The Internet Scenario: Humanity, its networks, computers, and databases become sufficiently effective to be considered a superhuman being.
The Digital Gaia Scenario: The network of embedded microprocessors becomes sufficiently effective to be considered a superhuman being.
Most of these scenarios do not necessarily assume that computers themselves will become conscious. Instead, they assume that we will harness both the capabilties of human intellect together with the capabilities of computer and communications networks in order to build increasingly complex bodies of knowledge.
Take the ‘Internet Scenario’ as an example. HTML documents are designed to be understood by people rather than machines. This is unlike the spreadsheets, word processors and other applications stored on a computer, which have an underlying machine-readable data. This enables a division of labor between storage and retrieval, correlation and calculation, and data presentation handled by computers, along with the goal-setting, pattern-recognition and decision-making supplied by humans. There are ongoing efforts to build that additional layer into the Internet — data that can be understood by machines — resulting in something that is being called the “semantic web.” Once there is a common language that enables machines to represent and share data, once billions of concepts, terms, phrases, and the like become linked together, we will be in a better position to obtain meaningful and relevant results, and to facilitate automated information-gathering and research. A semantic web does not necessarily need computers that can talk to people (so passing the famous Turing test for artificial intelligence), because it is much more about computers communicating more effectively with other computers on behalf of people.
As we enter an age in which petabytes of data are routinely processed, we might not find consciousness spontaneously arising in the Cloud, but changes are certainly afoot. In a Wired magazine article (“The End of Theory’), Chris Anderson wrote about how the sheer quantity of data computer networks can handle is fundamentally changing the way we conduct research. The scientific method was born out of the golden rule that no conclusions should be drawn simply on the basis of a correlation between datasets. What was always required was a model that explained the underlying mechanics connecting X and Y. In Anderson’s words, “once you have a model, you can connect with confidence. Data without a model is just noise.”
But in the face of truly gargantuan amounts of data (such as the 350 terabytes of data the Large Hadron Collider will produce each week, or the 1 petabyte of data processed by Google’s servers every 72 minutes) the hypothesize-model-test approach to science is beginning to break down. The solution? Throw away the model. As Anderson explained, “We can analyze the data without hypotheses about what it might show…let statistical algorithms find patterns where science cannot…The new availability of huge amounts of data, along with the statistical tools to crunch these numbers, offers a whole new way of understanding the world.”

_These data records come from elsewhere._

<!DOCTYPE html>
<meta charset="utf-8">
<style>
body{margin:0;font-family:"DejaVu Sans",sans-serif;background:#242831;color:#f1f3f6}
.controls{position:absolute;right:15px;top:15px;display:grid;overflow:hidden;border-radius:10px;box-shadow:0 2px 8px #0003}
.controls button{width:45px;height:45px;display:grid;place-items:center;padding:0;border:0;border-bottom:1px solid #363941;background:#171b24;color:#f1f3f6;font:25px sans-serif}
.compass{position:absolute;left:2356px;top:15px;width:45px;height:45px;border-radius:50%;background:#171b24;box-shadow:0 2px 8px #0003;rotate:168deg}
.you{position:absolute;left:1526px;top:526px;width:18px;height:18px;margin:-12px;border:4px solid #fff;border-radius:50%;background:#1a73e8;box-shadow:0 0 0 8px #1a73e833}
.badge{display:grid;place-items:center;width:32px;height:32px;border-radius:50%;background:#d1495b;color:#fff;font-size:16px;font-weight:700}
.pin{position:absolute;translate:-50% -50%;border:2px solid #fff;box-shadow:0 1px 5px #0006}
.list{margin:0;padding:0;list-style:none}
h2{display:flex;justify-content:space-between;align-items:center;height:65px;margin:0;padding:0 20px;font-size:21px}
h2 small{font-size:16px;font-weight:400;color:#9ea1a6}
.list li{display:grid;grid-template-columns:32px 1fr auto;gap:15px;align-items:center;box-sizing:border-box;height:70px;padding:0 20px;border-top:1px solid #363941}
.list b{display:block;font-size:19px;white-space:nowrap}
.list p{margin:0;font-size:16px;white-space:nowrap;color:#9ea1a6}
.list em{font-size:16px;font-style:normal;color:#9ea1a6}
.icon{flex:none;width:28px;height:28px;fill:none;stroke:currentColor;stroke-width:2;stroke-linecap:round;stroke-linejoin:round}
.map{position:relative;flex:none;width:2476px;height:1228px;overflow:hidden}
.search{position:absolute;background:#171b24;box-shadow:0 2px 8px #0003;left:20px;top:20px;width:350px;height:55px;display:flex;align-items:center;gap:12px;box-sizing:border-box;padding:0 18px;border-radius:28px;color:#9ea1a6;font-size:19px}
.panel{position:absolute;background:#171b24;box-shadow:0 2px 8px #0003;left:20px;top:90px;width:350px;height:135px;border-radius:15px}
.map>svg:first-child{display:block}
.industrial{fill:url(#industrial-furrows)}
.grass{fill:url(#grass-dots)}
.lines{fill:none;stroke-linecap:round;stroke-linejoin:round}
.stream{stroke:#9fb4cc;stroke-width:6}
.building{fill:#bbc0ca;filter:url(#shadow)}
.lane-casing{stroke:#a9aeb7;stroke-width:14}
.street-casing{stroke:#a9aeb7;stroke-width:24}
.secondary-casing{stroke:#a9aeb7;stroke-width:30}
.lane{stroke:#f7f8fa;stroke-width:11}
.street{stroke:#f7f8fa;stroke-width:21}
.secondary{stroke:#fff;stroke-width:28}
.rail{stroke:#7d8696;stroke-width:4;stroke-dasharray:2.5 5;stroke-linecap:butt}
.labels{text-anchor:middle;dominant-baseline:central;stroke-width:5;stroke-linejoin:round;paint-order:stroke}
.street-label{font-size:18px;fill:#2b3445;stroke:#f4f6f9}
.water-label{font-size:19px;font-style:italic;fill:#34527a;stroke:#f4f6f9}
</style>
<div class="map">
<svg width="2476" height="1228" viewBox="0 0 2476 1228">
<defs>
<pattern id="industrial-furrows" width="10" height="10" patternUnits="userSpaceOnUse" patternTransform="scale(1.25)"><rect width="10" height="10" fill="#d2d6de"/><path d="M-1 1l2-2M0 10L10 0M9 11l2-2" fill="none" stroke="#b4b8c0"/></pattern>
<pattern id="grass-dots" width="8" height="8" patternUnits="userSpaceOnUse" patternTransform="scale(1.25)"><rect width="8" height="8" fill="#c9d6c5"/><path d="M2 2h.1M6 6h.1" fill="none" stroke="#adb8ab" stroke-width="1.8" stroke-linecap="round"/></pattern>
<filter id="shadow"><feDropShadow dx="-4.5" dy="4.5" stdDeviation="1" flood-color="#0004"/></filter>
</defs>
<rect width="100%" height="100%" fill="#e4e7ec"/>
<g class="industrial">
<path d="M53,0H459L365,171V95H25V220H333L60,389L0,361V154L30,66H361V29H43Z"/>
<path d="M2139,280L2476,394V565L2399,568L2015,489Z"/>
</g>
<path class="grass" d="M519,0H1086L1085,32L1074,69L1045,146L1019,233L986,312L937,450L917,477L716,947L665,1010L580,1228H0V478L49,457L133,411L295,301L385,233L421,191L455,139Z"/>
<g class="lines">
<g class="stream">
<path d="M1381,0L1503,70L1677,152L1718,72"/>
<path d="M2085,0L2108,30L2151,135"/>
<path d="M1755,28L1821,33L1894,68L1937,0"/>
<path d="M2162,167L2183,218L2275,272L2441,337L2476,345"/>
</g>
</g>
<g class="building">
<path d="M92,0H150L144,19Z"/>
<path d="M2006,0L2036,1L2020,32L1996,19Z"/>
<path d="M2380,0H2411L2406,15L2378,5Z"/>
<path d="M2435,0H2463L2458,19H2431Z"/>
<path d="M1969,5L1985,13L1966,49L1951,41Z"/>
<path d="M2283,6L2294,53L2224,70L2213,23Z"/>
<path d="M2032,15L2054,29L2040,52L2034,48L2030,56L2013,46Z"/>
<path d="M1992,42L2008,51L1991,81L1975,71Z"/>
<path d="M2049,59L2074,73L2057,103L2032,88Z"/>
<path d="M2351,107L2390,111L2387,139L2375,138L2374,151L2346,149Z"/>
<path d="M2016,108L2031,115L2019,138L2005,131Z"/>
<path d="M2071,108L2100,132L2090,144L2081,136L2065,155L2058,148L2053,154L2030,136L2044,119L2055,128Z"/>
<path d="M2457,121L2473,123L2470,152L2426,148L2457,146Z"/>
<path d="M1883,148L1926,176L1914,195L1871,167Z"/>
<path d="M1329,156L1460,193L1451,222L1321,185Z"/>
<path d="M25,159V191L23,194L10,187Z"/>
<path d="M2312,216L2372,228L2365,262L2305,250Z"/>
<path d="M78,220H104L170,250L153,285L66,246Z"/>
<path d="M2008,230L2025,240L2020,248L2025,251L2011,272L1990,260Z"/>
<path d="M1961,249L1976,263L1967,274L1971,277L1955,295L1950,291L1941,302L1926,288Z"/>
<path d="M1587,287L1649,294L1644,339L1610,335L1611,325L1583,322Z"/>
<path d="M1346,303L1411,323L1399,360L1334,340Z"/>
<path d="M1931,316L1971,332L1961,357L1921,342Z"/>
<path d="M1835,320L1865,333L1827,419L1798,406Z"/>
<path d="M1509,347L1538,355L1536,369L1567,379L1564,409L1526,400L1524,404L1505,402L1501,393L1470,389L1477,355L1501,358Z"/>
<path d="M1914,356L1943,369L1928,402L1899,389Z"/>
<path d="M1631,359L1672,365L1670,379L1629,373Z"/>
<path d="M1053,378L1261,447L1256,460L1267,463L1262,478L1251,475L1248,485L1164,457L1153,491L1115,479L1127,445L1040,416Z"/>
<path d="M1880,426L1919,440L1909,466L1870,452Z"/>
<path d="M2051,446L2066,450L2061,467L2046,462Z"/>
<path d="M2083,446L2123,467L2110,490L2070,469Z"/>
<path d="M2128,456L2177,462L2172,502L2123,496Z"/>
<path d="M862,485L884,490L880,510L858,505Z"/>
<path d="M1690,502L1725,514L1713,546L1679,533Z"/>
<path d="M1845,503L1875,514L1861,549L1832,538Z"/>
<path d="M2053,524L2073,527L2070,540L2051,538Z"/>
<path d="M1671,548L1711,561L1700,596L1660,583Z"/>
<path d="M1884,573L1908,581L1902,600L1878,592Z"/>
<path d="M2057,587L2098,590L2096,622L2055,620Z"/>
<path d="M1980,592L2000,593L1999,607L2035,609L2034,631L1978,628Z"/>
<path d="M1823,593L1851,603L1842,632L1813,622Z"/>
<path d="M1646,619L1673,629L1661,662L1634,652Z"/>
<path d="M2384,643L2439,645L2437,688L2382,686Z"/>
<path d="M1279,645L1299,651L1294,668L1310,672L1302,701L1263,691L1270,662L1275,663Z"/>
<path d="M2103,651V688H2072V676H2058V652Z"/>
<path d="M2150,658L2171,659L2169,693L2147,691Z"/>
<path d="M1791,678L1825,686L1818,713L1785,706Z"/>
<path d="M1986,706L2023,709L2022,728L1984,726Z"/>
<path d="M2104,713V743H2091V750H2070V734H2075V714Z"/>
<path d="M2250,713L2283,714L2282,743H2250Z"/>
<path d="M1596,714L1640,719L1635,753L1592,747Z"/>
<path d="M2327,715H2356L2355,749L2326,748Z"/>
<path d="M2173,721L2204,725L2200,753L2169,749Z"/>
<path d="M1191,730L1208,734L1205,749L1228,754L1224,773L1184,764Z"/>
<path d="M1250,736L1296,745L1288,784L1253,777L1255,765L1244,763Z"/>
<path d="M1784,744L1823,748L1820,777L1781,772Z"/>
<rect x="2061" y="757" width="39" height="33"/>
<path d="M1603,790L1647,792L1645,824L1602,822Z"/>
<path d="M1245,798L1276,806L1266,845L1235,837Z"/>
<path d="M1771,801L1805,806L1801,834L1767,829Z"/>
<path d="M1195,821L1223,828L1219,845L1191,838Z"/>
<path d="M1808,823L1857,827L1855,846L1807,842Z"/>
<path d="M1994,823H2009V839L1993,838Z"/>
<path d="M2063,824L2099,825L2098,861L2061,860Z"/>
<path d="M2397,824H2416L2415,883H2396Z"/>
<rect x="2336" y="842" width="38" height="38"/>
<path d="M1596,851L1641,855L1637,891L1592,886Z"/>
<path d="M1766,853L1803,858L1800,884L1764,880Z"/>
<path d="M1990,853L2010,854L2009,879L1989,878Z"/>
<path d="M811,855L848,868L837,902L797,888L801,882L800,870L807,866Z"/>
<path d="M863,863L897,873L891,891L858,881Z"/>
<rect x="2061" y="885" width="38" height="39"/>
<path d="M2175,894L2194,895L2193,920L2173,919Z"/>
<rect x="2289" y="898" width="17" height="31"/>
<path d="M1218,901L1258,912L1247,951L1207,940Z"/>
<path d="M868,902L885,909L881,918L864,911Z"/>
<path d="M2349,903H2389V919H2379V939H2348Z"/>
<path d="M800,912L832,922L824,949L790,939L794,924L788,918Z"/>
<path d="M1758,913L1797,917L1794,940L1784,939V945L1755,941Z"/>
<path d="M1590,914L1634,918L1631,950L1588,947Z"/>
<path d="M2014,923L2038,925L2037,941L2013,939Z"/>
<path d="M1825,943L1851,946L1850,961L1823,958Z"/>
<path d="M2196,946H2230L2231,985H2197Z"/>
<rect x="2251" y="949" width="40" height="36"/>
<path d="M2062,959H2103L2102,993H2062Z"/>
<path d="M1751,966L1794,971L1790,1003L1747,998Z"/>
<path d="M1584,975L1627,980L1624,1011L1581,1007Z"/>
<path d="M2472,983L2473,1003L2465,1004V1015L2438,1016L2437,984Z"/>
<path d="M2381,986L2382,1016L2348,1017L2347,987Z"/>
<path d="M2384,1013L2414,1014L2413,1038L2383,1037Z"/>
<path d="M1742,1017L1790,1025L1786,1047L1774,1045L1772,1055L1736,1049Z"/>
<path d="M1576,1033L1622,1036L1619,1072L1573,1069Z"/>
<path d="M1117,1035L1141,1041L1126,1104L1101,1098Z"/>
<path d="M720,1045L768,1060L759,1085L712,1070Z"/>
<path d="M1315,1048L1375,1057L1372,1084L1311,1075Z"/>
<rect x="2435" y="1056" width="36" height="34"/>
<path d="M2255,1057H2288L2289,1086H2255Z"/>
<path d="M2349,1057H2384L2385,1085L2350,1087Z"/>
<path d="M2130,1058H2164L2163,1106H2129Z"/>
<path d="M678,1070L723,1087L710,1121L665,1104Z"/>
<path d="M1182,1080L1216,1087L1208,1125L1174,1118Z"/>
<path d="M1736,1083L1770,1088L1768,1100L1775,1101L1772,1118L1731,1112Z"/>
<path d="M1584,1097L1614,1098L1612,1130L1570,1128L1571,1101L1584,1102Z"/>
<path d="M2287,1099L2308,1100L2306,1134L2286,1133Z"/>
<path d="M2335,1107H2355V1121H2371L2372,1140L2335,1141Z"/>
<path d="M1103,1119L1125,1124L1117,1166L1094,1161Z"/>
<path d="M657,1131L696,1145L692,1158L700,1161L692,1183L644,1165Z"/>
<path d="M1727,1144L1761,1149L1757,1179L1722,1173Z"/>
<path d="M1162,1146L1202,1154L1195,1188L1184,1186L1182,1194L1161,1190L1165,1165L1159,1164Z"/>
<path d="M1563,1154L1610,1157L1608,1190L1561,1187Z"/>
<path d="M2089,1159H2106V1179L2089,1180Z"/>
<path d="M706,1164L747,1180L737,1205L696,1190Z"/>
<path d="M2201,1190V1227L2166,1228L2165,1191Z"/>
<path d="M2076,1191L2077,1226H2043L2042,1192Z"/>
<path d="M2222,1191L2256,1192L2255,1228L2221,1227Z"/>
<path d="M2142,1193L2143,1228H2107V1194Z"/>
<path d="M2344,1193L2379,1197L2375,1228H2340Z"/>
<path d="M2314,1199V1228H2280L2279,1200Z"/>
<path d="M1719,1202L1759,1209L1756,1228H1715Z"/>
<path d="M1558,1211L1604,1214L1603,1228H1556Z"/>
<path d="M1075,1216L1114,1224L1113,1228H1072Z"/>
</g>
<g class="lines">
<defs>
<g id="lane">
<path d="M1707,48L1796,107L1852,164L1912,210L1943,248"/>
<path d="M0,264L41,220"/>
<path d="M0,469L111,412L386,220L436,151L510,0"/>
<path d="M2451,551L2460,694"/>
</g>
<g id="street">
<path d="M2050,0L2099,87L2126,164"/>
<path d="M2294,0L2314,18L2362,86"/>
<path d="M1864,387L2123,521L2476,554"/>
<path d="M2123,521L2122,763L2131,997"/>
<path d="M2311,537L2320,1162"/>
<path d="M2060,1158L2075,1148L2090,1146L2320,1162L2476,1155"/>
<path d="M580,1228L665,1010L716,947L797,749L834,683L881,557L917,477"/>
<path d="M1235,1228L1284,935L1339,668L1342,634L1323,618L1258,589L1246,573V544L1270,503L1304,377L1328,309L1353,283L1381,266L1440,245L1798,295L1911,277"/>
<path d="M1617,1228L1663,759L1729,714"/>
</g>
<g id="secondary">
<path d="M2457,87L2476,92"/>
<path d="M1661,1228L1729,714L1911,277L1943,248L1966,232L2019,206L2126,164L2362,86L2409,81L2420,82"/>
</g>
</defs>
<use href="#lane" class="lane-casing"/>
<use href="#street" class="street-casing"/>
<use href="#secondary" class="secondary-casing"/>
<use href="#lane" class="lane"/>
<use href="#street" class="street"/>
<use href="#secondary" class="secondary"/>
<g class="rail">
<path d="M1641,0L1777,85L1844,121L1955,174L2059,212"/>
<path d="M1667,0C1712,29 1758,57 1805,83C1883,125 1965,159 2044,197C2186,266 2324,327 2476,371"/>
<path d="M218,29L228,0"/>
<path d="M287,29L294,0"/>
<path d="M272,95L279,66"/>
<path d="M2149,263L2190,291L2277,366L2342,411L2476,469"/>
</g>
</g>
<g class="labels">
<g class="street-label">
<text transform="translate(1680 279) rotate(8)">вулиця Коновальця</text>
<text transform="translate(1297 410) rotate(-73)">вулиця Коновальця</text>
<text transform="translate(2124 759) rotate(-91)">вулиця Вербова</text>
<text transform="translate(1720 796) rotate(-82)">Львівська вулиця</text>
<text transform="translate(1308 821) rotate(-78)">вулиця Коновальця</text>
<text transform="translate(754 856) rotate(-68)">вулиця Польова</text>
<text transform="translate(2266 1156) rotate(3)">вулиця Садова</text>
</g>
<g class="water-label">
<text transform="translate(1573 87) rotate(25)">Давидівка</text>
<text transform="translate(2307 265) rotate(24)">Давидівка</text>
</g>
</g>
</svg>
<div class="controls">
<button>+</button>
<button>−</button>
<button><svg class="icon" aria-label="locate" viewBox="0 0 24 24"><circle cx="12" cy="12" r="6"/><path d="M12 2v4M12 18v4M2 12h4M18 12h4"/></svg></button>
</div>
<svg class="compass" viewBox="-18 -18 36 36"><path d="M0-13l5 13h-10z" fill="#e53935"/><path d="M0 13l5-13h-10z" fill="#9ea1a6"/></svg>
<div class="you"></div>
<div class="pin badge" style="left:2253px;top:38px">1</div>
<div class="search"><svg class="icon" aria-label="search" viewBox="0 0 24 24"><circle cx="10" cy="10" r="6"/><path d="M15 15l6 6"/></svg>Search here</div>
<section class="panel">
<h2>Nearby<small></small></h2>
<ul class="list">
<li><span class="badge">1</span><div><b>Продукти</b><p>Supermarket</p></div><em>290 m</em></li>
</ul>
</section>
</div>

It seems likely that, 15 years from now, we shall witness a larger increase in the number of network-connected devices. Venor Vinge saw this leading to “a world come alive with trillions of devices that….communicate with their near neighbors and thus, with anything in the world.” This may well lead to more complex webs of convergent knowledge (in which complementary solutions and problems exist between groups who may be unaware of any possibility for collaboration). As links are forged between seemingly unrelated specialities, and as we outsource aspects of cognition that are better handled by our computer networks (why memorise when you’ve got Google?) this new way of understanding the world might become a change comparable to the rise of human life on Earth. And doesn’t that sound like the Singularity?